Ein Jahr ist zu Ende. Mein Jahr jedenfalls. Mein Jahr begann nicht am 1. Januar, sondern am 18. Dezember 2016. Ein sich schon lange anbahnendes Unglück manifestierte sich an diesem Tag und dann ging es erstmal nur abwärts. Und ehrlich, wenn man sich in so einer Abwärtsspirale wiederfindet, das eigene Leben komplett Kopf steht, klingen alle Beteuerungen, dass es schon wieder aufwärts gehen wird, wie hohle Worthülsen. Dann brauchst du jemanden, der dir einfach sagt, dass es ok ist wie du fühlst und der es verstehen kann. Menschen, die dich so annehmen, wie du gerade bist. Und dann macht es mich gelinde gesagt fast schon wütend, wenn ich durch die sozialen Netzwerke scrolle und immer wieder vom Glück lese. Das Glück deines Seins, es schwirrt herum, du musst es nur ergreifen. Oder noch schlimmer: Du musst dich nur entscheiden, glücklich zu sein – that´s it. Ich brauche mich bloß dafür entscheiden, die Glückskarte zu ziehen? Okay, ich bin eh eher ein Moll-Mensch, aber das geht mir doch zu weit. Auch Fragen wie „Wozu passiert dir das? Was will das Leben dir jetzt sagen? Wo will es dich hinführen?“ erreichen mich in solchen Momenten nicht. Vielleicht später mal. In ein paar Jahren. Wie heißt es so schön: Das Leben verstehen kannst du nur rückwärts….. Im Jetzt ist es manchmal einfach Scheiße. Scheiß-Leben, Scheiß-Schicksal. Scheiß-Esoterik-blabla. Manchmal ist das Leben ein mieser Verräter. Manchmal muss man sich im Dreck von Gefühlen suhlen, heulen und sich zurecht selbst bedauern.
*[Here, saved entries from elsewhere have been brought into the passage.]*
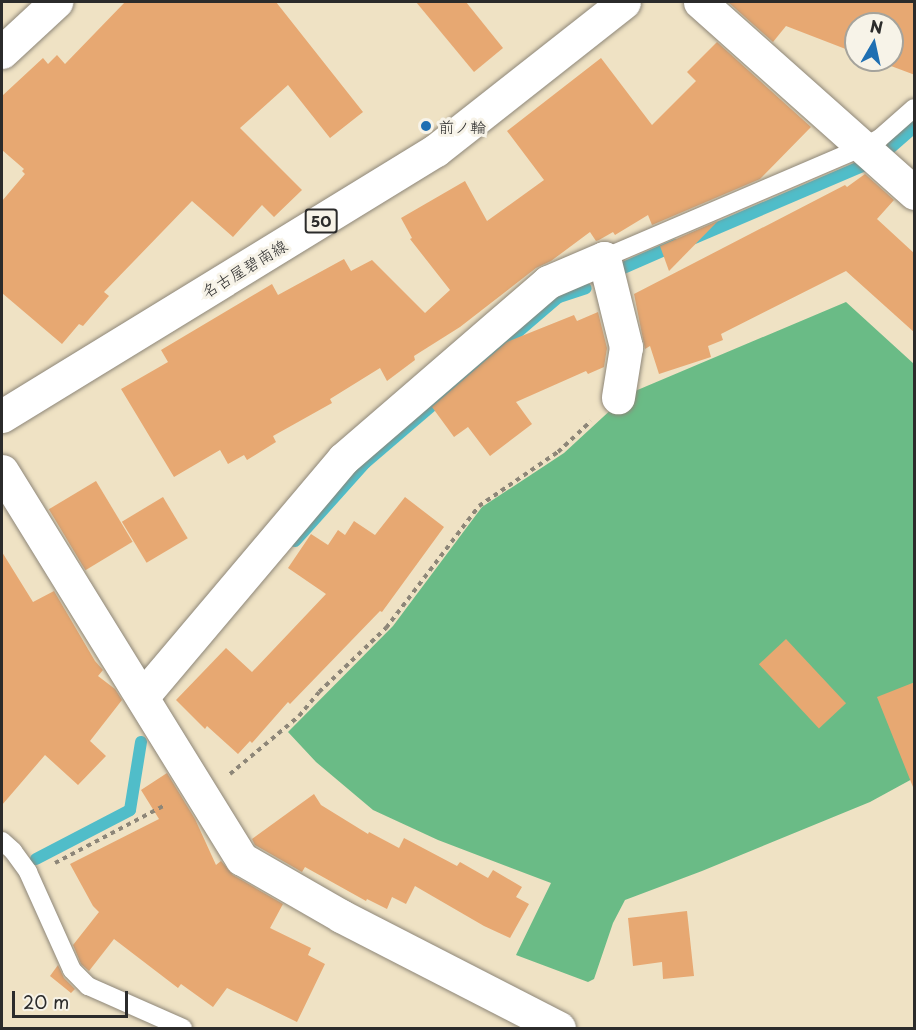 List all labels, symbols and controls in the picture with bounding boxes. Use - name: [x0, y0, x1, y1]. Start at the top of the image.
- north arrow: [844, 12, 904, 72]
- text: N: [868, 13, 885, 39]
- place label: 前ノ輪: [438, 116, 486, 136]
- marker: 前ノ輪: [419, 119, 433, 133]
- road number: 50: [304, 209, 338, 233]
- street label: 名古屋碧南線: [198, 235, 290, 301]
- scale bar: [15, 979, 130, 1017]
- text: 20 m: [23, 988, 69, 1015]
Trauer ist wichtig und Trauer dauert. Trauer tut weh, aber sie ist ein wichtiger Prozess im Gefühlsleben eines jeden. Und wenn dann so ein Dauergrinse-Coach um die Ecke kommt und mir die Trauer ausreden will, kann er sich gleich wieder um die nächste verpxxxxx. Ich bin da, wo ich jeweils bin. Und das ist ok. Wenn ich nie unglücklich bin, woher weiß ich dann, wie sich Glück anfühlt? Das wäre so, als würde in unserer vollgefressenen Wohlstandsgesellschaft jemand 2 Stunden nach dem Frühstück behaupten, er hätte Hunger.
„GLÜCK“ ist scheinbar die neue Dauerdroge der ewig Grinsenden. Vielleicht steigen deshalb die Zahlen der an Depressionen Erkrankten, weil sie sich angesichts des hochgepriesenen Glücksmodus komplett defizitär fühlen? (Das ist natürlich total polemisch, sorry). Und dieses Dauerglück gibt es auch nur in den sozialen Netzwerken. Wer trifft denn schon im Real Life auf Menschen, denen das Glück dauerhaft, wie in Stein gemeißelt, im Gesicht steht? Die morgens schon mit eingefrorenem Grinsen aufstehen, sich am Instagram kompatibel gedeckten Frühstückstisch mit ihrem Glückskeks Croissant fotografieren und fortan den Rest des Tages damit verbringen, sich und ihr Glück zu dokumentieren? Ich sehe sie jedenfalls nirgends…….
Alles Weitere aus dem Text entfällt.